Rapita sposa rom per una dote non pagata

La Squadra Mobile della Questura di Napoli, insieme alla polizia Belga, ha individuato e arrestato a Charleroi due cittadini dell’ex Jugoslavia di etnia rom destinatari di un ordine di pena definitiva del tribunale di Milano nell’ambito di un procedimento nato dal rapimento di una baby-sposa rom per il mancato versamento della dote.
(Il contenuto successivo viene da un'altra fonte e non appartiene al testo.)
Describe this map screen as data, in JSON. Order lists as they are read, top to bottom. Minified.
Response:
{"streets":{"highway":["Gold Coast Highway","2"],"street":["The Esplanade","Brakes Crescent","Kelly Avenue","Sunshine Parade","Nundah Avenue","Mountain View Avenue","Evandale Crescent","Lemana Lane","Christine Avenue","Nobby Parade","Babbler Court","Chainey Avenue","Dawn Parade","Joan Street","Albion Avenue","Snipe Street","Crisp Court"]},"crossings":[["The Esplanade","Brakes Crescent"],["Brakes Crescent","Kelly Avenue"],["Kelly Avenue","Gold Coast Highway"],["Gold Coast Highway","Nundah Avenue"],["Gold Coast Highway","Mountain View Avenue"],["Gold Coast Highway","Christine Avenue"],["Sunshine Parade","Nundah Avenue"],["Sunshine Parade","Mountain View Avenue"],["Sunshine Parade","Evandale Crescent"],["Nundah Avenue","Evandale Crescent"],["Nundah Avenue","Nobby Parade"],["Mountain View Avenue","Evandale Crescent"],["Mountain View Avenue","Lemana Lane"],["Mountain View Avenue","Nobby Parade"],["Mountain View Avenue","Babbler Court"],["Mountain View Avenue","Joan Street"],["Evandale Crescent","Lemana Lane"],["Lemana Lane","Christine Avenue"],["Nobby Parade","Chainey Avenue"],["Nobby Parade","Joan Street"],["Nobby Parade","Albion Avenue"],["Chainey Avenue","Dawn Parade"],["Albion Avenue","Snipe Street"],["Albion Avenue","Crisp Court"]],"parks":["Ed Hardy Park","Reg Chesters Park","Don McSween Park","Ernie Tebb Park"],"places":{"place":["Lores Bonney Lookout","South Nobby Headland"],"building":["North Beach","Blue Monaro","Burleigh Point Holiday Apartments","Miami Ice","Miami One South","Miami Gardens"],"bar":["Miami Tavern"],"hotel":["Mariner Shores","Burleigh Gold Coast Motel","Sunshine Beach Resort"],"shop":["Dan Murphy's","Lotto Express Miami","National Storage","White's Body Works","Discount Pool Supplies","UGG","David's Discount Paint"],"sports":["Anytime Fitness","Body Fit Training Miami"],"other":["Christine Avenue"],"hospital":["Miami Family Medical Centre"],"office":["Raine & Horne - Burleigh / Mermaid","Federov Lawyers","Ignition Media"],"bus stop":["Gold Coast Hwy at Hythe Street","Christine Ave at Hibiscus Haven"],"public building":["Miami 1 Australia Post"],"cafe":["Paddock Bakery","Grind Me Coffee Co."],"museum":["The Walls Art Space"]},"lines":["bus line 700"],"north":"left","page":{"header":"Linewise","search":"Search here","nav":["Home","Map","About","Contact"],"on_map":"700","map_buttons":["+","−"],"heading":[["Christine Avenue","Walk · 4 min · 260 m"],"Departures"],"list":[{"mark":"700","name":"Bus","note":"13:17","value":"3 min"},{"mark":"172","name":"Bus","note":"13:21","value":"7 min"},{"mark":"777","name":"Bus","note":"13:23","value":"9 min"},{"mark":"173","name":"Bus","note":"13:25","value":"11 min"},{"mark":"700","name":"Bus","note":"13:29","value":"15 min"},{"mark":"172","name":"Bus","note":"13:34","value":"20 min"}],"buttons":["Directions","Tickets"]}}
Rade Radosavljevic, 31 anni, e Misel Radosavljevic, di 27, devono espiare una condanna rispettivamente a 16 anni e otto mesi e a 13 anni. I due fratelli vivevano in Belgio con moglie e figli e con documenti falsi. I fatti hanno origine nel 2005 a Milano e Napoli dove due nuclei familiari imparentati, originari della Serbia, sono arrivati alla disputa dopo un matrimonio. Milan Radosavljevic, padre di Jasmina, all’epoca data in sposa 15enne, vive a Milano, mentre a Napoli vive Jovan Radosavljevic, detto Marko o Giovanni mano mozza, a capo del clan dello sposo. Jasmina fu rapita perchè la famiglia non aveva versato a quella dello sposo i 60mila euro pattuiti come dote, e fu nascosta in un campo rom di Napoli. A liberarla dopo pochi giorni le forze dell’ordine. Le indagini hanno portato alla condanna per 8 componenti della famiglia degli arrestati.